Wie wird die Netz-Konzession vergeben?
Die Konzession kann nicht einfach per Gesetz einer kommunalen Einrichtung zur Verfügung gestellt werden. Laut Bundesgesetz und Europarecht ist ein faires Wettbewerbsverfahren durchzuführen, bei dem sich alle interessierten Anbieter bis zum 28. Mai 2013 bewerben konnten. Es ist vorgesehen, dass sich das Land Berlin in der zweiten Jahreshälfte 2014 für einen der sieben Bewerber entscheiden wird.

Was kostet das Netz?
Der Energietisch rechnet mit einem Kaufpreis von 400 Millionen Euro. Den könne man sich mit Kommunalkrediten leisten, die man wiederum mit den Gewinnen tilgen könne. Alle weiteren Gewinne blieben dann beim Land Berlin. Die Senatsverwaltung hingegen geht bei ihrer Kostenschätzung von 2 bis 3 Milliarden Euro aus.

Wird Strom billiger?
Der Gesetzesentwurf fordert, dass die Preise des stadteigenen Stromanbieters transparent und nachvollziehbar sein sollen. Er müsste keinen Gewinn erwirtschaften. Allerdings halten es selbst Befürworter für unwahrscheinlich, dass der Strom dann günstiger wäre als die günstigsten Anbieter momentan.

Aber ökologischer?
Auch wenn das Land das Netz kauft, muss es jedem Unternehmen Netzzugang gewähren, auch Anbietern von Atom- und Kohlestrom. Nur der landeseigene Stromanbieter selbst würde sich auf erneuerbare Energien beschränken.
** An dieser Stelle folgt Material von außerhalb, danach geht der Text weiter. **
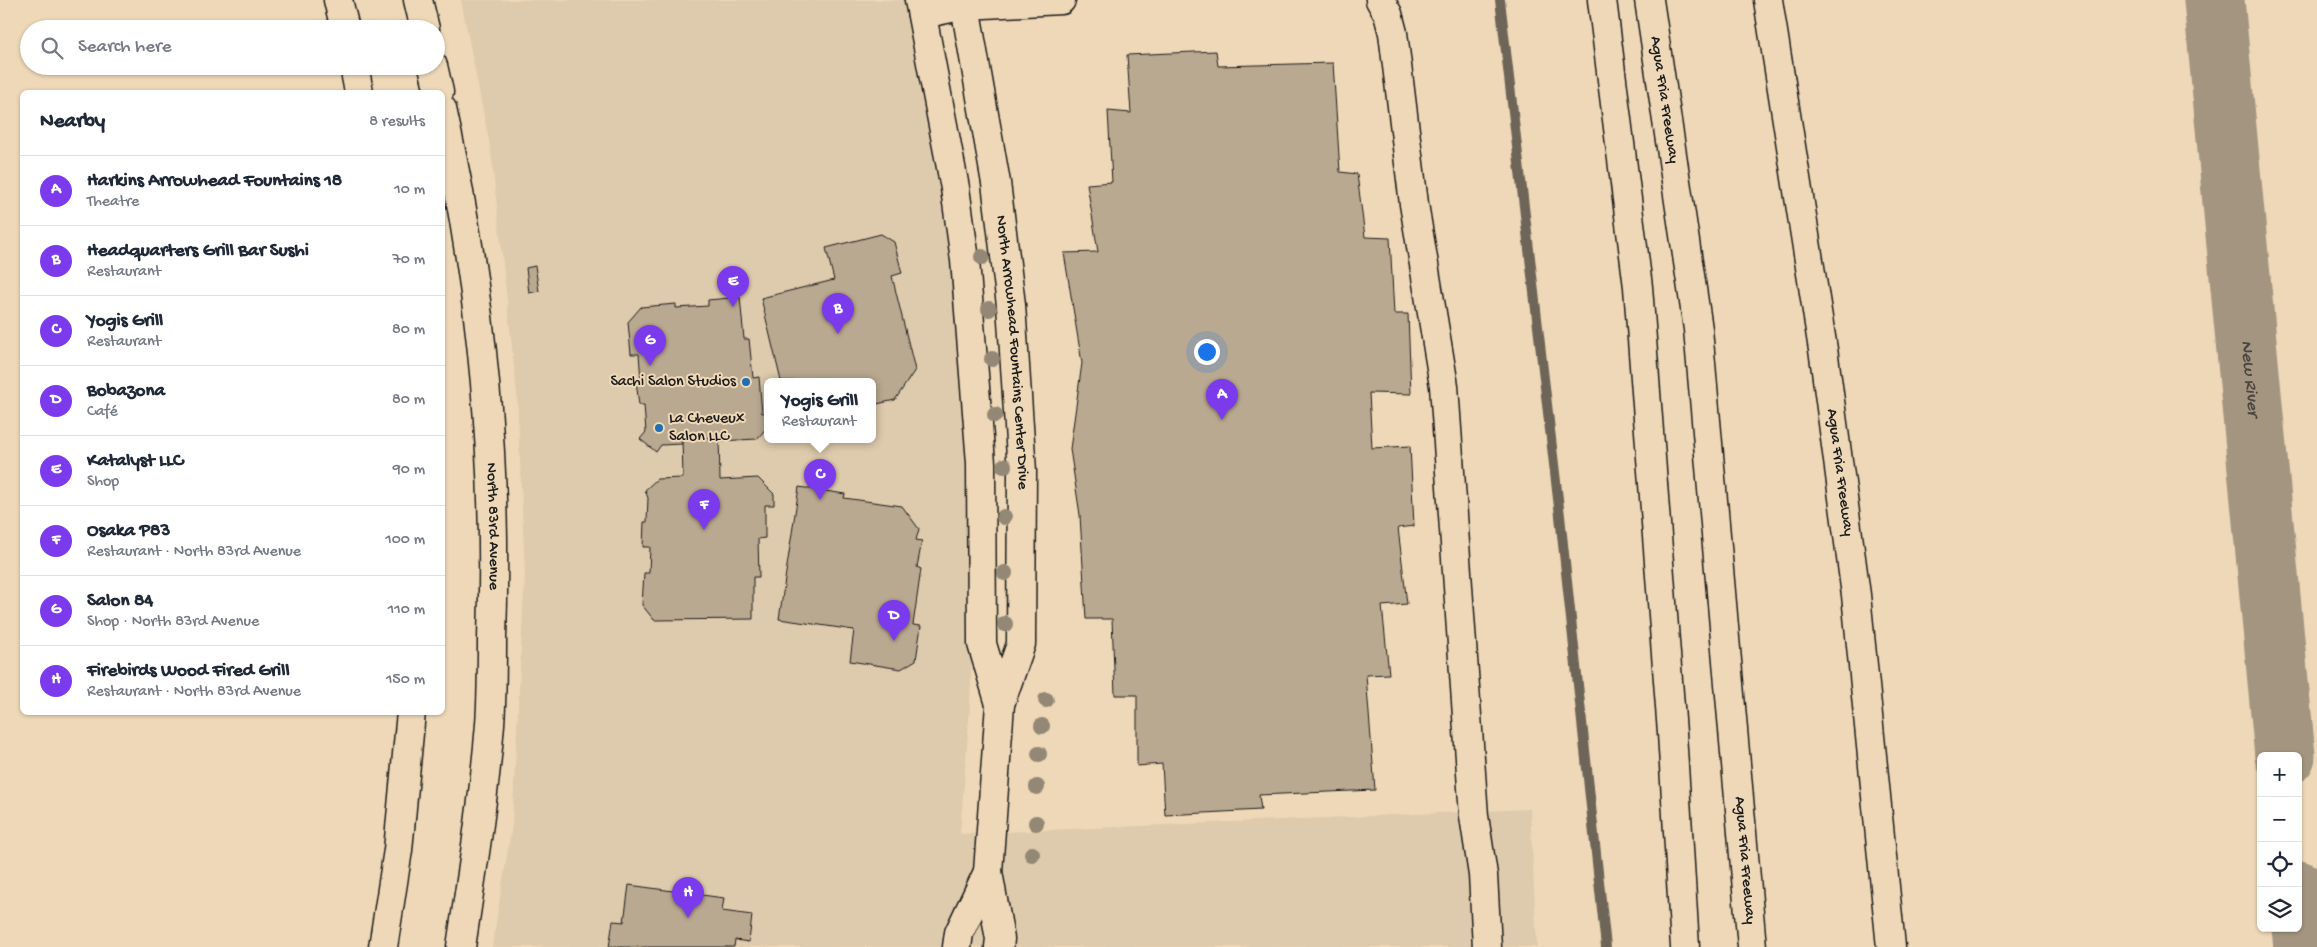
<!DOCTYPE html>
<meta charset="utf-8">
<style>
:root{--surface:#fff;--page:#f2f2f3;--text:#1f2937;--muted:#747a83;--line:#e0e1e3;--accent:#7c3aed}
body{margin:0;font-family:"Gochi Hand",sans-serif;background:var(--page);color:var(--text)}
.controls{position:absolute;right:15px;bottom:15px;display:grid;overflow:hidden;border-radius:8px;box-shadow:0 1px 4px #0004}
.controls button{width:45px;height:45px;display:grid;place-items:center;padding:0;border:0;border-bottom:1px solid var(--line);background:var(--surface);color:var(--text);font:25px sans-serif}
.you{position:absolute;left:1206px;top:351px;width:18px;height:18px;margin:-12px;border:4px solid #fff;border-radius:50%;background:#1a73e8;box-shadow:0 0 0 8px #1a73e833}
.badge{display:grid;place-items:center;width:32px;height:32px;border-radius:50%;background:var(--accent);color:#fff;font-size:16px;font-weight:700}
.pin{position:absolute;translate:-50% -41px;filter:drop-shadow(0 1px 2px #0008)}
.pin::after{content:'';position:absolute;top:26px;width:18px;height:15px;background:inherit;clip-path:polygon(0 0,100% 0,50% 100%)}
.popup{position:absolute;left:764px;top:378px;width:112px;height:65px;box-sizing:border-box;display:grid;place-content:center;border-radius:8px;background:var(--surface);filter:drop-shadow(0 1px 4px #0005);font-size:16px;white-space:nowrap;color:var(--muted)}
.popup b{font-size:19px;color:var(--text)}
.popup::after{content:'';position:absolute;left:50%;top:100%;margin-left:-10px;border:10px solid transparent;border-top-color:var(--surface)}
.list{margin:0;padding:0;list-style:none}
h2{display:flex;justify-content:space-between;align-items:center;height:65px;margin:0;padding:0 20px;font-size:21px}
h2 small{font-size:16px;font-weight:400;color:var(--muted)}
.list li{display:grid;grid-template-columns:32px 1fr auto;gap:15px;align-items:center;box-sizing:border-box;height:70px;padding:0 20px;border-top:1px solid var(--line)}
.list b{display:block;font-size:19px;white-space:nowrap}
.list p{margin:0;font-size:16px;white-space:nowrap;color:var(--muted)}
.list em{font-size:16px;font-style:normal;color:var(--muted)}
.icon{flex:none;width:28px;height:28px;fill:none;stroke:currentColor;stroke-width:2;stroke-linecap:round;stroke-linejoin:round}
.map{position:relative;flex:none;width:2317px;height:947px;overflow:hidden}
.search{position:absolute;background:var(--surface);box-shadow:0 1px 4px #0004;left:20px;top:20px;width:425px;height:55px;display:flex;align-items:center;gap:12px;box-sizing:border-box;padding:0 18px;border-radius:28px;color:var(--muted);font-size:19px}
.panel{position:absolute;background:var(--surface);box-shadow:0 1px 4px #0004;left:20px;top:90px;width:425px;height:625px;border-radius:8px}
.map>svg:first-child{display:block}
.built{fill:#decaac;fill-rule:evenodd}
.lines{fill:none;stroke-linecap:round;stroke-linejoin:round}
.stream{stroke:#6d6558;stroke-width:10}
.river{stroke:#a39580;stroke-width:61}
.building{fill:#baa991;stroke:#1c1c1c}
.secondary-casing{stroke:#1c1c1c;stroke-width:31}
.primary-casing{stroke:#1c1c1c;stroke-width:31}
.highway-casing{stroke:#1c1c1c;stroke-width:31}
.secondary{stroke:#eed8b7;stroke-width:28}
.primary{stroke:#eed8b7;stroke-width:28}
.highway{stroke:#eed8b7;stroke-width:28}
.tree{fill:#938774}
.poi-dot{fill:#1f6fb2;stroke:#eed8b7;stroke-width:2}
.labels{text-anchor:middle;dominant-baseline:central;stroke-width:4;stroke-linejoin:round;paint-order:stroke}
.street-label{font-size:16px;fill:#1c1c1c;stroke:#eed8b7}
.poi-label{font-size:16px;fill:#1c1c1c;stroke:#eed8b7;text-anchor:end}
.water-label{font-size:18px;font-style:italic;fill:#4b463f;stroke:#eed8b7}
</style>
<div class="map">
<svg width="2317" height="947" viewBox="0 0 2317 947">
<rect width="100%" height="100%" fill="#eed8b7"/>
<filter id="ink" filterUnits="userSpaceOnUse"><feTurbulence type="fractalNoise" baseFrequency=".02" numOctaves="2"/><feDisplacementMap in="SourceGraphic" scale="10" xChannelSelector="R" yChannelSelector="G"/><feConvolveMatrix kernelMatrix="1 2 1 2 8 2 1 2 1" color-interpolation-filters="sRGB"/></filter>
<g filter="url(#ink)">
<path class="built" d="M461,0H911L939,135L973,447L974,585L970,706L960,834L1530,809L1537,947H492L512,825L525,573L517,394L491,151ZM768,381H872V439H768Z"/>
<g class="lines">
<path class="stream" d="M1500,0L1560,516L1606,947"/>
<g class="river">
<path id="s1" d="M2214,0L2285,756"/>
<path d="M2298,891L2304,947"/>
</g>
</g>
<g class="building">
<path d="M1216,51L1218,66L1333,63L1340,172L1357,174L1365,237L1390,238L1394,314H1408L1411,394L1369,393L1372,448L1410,446L1414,526L1398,528L1407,604L1382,606L1389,674L1366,675L1375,790L1259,795L1261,810L1165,815L1162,764L1137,766V695H1115L1112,619H1086L1080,515L1070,449L1082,363L1064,253L1098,252L1087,184L1112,182L1108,111L1131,113L1127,55Z"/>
<path d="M881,234L894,242L902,273L892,276L915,370L895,400L872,405V381H781L761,298L834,280L826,248Z"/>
<path d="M535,266L539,291L529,293L526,268Z"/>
<path d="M740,297L744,339H749L753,378L759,377L762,413L768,412V426L757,439L719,441V437L682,439V444L661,445L656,452L640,439L646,432L644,405H639L636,381L641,380L639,354H631L628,322L641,307L676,304V308L708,306V300Z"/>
<path d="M719,437L720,480L758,478L774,494V505H765V538L758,539L759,577H753V619L654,620L642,605L644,573H649L650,547H643L644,522H647L648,498L645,490L657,479L683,478L682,439Z"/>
<path d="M799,487L845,494L844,498L902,506L919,529L916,540L922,541L917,567L921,569L913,625L921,626L916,660L901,669L850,661L854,630L779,619Z"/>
<path d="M629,885L724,898L722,911L752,915L749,942L735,940L734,947H609L613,921L624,922Z"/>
</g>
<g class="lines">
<defs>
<g id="secondary">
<path d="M919,0L955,188L965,260L981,463L982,644L1000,704"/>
<path id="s2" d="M964,0L996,183L1011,305L1022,472L1021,644L1000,704L988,872L1000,939L999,947"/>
<path d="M1380,0L1388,14L1393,33L1414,204L1444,386L1474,816L1483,875L1487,947"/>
<path d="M922,14L965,5L1061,0"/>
<path d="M957,947L959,933L988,872"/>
</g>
<g id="primary">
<path d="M338,0L345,29"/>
<path d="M418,0L425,29"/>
<path d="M354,66L359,92"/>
<path d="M433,66L439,92"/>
<path id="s3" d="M442,109C481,282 498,461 492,639C492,667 492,696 490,724C484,799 472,873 461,947"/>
<path d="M383,947L398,850L411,712"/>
</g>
<g id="highway">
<path d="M1602,0L1638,287L1672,733L1685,947"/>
<path id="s4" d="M1649,0L1698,329L1752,947"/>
<path id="s5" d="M1768,0L1824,356L1856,595L1891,947"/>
</g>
</defs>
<use href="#secondary" class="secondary-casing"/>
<use href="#primary" class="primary-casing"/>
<use href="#highway" class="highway-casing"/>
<use href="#secondary" class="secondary"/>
<use href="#primary" class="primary"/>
<use href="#highway" class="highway"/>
</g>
<g class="tree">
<circle cx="982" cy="257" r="8"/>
<circle cx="989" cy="309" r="8"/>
<circle cx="992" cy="359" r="8"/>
<circle cx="995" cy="415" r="8"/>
<circle cx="1004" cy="466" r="8"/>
<circle cx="1004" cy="517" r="8"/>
<circle cx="1005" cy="573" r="8"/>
<circle cx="1005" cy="624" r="8"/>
<circle cx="1046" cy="700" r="8"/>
<circle cx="1042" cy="726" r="8"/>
<circle cx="1039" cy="754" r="8"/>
<circle cx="1037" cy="787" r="8"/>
<circle cx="1036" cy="823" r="8"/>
<circle cx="1032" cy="854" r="8"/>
</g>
</g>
<g class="poi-dot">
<circle cx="746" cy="382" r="5"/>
<circle cx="659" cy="428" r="5"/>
</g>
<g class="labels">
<g class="street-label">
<text stroke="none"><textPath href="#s4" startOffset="101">Agua Fria Freeway</textPath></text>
<text stroke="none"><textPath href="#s2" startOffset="356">North Arrowhead Fountains Center Drive</textPath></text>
<text stroke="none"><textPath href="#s5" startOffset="478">Agua Fria Freeway</textPath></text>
<text stroke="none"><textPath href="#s3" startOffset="421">North 83rd Avenue</textPath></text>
<text stroke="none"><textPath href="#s4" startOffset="866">Agua Fria Freeway</textPath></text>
</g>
<g class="poi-label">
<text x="736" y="382">Sachi Salon Studios</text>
<text x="669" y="419" text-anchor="start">La Cheveux<tspan x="669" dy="18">Salon LLC</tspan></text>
</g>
<g class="water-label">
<text stroke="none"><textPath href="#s1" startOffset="380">New River</textPath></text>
</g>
</g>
</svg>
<div class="controls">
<button>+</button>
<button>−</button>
<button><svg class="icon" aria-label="locate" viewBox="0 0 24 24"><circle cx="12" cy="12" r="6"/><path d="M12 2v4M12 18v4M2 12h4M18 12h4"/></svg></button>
<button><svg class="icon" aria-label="layers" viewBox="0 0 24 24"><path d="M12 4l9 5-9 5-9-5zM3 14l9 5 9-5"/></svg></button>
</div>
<div class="you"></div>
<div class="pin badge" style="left:1222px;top:420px">A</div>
<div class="pin badge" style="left:838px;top:334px">B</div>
<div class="pin badge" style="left:820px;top:500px">C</div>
<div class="popup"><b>Yogis Grill</b>Restaurant</div>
<div class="pin badge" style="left:894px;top:641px">D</div>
<div class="pin badge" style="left:733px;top:307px">E</div>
<div class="pin badge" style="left:704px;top:530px">F</div>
<div class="pin badge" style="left:650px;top:366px">G</div>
<div class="pin badge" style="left:688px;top:918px">H</div>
<div class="search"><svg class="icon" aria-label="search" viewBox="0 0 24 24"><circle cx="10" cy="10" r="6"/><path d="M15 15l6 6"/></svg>Search here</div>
<section class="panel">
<h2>Nearby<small>8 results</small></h2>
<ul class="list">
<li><span class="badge">A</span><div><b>Harkins Arrowhead Fountains 18</b><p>Theatre</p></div><em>10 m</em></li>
<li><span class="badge">B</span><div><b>Headquarters Grill Bar Sushi</b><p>Restaurant</p></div><em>70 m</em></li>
<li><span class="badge">C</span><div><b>Yogis Grill</b><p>Restaurant</p></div><em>80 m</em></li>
<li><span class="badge">D</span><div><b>Bobazona</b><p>Café</p></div><em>80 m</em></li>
<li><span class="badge">E</span><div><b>Katalyst LLC</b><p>Shop</p></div><em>90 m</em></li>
<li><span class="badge">F</span><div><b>Osaka P83</b><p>Restaurant · North 83rd Avenue</p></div><em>100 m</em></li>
<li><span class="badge">G</span><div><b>Salon 84</b><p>Shop · North 83rd Avenue</p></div><em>110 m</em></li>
<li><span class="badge">H</span><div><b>Firebirds Wood Fired Grill</b><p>Restaurant · North 83rd Avenue</p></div><em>150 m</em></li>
</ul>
</section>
</div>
Wieso wurde nicht zur Bundestagswahl abgestimmt?
Das entschied Innensenator Henkel. Für einen Entscheid am 22.9. hätte das Parlament keinen Alternativ-Entwurf zur Abstimmung stellen können – hat es aber auch so nicht. 2009 hatte Henkel zudem vom damaligen Senat eine Zusammenlegung des (von seiner CDU unterstützten) Volksentscheids Pro Reli mit der Europawahl gefordert.